▶ [Activity] Reproduce every entry exactly as shown.

Stored data entries:

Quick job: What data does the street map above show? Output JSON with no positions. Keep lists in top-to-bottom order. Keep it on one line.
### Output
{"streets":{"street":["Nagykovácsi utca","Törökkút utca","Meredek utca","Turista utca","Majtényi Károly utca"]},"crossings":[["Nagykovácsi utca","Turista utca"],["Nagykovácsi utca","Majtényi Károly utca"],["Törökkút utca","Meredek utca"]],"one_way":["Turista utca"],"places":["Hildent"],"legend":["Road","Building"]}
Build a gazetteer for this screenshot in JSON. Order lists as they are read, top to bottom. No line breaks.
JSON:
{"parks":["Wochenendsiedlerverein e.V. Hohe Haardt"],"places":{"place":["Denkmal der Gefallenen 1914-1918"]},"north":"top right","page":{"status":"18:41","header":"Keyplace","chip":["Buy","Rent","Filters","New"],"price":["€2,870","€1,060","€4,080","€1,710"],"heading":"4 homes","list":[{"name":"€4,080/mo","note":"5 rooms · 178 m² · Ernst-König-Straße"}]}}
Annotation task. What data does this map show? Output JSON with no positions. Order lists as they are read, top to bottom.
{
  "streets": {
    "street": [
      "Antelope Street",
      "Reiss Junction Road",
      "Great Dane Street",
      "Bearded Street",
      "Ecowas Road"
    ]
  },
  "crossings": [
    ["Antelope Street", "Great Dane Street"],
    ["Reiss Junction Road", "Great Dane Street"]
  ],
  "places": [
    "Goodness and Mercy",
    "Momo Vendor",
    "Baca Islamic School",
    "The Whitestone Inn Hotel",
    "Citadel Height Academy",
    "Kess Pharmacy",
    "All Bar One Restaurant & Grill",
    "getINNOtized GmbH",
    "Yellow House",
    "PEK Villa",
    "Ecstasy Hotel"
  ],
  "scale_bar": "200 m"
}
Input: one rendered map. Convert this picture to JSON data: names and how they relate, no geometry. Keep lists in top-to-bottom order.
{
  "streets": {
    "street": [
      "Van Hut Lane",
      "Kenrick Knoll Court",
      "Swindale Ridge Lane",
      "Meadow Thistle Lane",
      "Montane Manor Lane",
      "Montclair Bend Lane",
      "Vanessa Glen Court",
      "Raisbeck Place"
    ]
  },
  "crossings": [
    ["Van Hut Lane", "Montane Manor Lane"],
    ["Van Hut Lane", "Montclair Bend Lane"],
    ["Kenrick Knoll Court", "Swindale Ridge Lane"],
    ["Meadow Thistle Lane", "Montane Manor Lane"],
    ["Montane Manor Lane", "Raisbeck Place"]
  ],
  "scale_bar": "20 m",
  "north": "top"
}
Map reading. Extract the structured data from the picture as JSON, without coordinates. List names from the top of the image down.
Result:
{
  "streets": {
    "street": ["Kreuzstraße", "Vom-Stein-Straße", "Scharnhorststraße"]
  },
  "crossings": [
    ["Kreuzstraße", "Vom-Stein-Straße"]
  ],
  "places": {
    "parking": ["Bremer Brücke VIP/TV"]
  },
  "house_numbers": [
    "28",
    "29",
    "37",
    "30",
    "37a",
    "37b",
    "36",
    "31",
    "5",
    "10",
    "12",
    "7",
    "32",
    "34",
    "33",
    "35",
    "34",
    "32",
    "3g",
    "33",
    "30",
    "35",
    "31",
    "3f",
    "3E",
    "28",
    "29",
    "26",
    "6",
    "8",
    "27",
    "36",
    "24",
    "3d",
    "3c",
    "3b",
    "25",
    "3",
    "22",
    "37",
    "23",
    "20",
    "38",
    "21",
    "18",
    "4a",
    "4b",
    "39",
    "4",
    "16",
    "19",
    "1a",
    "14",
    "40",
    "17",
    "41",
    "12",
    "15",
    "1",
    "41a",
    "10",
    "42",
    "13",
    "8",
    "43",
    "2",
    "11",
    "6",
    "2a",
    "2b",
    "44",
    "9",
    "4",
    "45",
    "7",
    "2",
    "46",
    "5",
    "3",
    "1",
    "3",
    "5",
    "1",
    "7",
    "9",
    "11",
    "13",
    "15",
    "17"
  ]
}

▶ [Written answer]
Quick job: What data does the street map above show? Output JSON with no positions. Keep lists in top-to-bottom order. Keep it on one line.
### Output
{"streets":{"street":["Nagykovácsi utca","Törökkút utca","Meredek utca","Turista utca","Majtényi Károly utca"]},"crossings":[["Nagykovácsi utca","Turista utca"],["Nagykovácsi utca","Majtényi Károly utca"],["Törökkút utca","Meredek utca"]],"one_way":["Turista utca"],"places":["Hildent"],"legend":["Road","Building"]}
Build a gazetteer for this screenshot in JSON. Order lists as they are read, top to bottom. No line breaks.
JSON:
{"parks":["Wochenendsiedlerverein e.V. Hohe Haardt"],"places":{"place":["Denkmal der Gefallenen 1914-1918"]},"north":"top right","page":{"status":"18:41","header":"Keyplace","chip":["Buy","Rent","Filters","New"],"price":["€2,870","€1,060","€4,080","€1,710"],"heading":"4 homes","list":[{"name":"€4,080/mo","note":"5 rooms · 178 m² · Ernst-König-Straße"}]}}
Annotation task. What data does this map show? Output JSON with no positions. Order lists as they are read, top to bottom.
{
  "streets": {
    "street": [
      "Antelope Street",
      "Reiss Junction Road",
      "Great Dane Street",
      "Bearded Street",
      "Ecowas Road"
    ]
  },
  "crossings": [
    ["Antelope Street", "Great Dane Street"],
    ["Reiss Junction Road", "Great Dane Street"]
  ],
  "places": [
    "Goodness and Mercy",
    "Momo Vendor",
    "Baca Islamic School",
    "The Whitestone Inn Hotel",
    "Citadel Height Academy",
    "Kess Pharmacy",
    "All Bar One Restaurant & Grill",
    "getINNOtized GmbH",
    "Yellow House",
    "PEK Villa",
    "Ecstasy Hotel"
  ],
  "scale_bar": "200 m"
}
Input: one rendered map. Convert this picture to JSON data: names and how they relate, no geometry. Keep lists in top-to-bottom order.
{
  "streets": {
    "street": [
      "Van Hut Lane",
      "Kenrick Knoll Court",
      "Swindale Ridge Lane",
      "Meadow Thistle Lane",
      "Montane Manor Lane",
      "Montclair Bend Lane",
      "Vanessa Glen Court",
      "Raisbeck Place"
    ]
  },
  "crossings": [
    ["Van Hut Lane", "Montane Manor Lane"],
    ["Van Hut Lane", "Montclair Bend Lane"],
    ["Kenrick Knoll Court", "Swindale Ridge Lane"],
    ["Meadow Thistle Lane", "Montane Manor Lane"],
    ["Montane Manor Lane", "Raisbeck Place"]
  ],
  "scale_bar": "20 m",
  "north": "top"
}
Map reading. Extract the structured data from the picture as JSON, without coordinates. List names from the top of the image down.
Result:
{
  "streets": {
    "street": ["Kreuzstraße", "Vom-Stein-Straße", "Scharnhorststraße"]
  },
  "crossings": [
    ["Kreuzstraße", "Vom-Stein-Straße"]
  ],
  "places": {
    "parking": ["Bremer Brücke VIP/TV"]
  },
  "house_numbers": [
    "28",
    "29",
    "37",
    "30",
    "37a",
    "37b",
    "36",
    "31",
    "5",
    "10",
    "12",
    "7",
    "32",
    "34",
    "33",
    "35",
    "34",
    "32",
    "3g",
    "33",
    "30",
    "35",
    "31",
    "3f",
    "3E",
    "28",
    "29",
    "26",
    "6",
    "8",
    "27",
    "36",
    "24",
    "3d",
    "3c",
    "3b",
    "25",
    "3",
    "22",
    "37",
    "23",
    "20",
    "38",
    "21",
    "18",
    "4a",
    "4b",
    "39",
    "4",
    "16",
    "19",
    "1a",
    "14",
    "40",
    "17",
    "41",
    "12",
    "15",
    "1",
    "41a",
    "10",
    "42",
    "13",
    "8",
    "43",
    "2",
    "11",
    "6",
    "2a",
    "2b",
    "44",
    "9",
    "4",
    "45",
    "7",
    "2",
    "46",
    "5",
    "3",
    "1",
    "3",
    "5",
    "1",
    "7",
    "9",
    "11",
    "13",
    "15",
    "17"
  ]
}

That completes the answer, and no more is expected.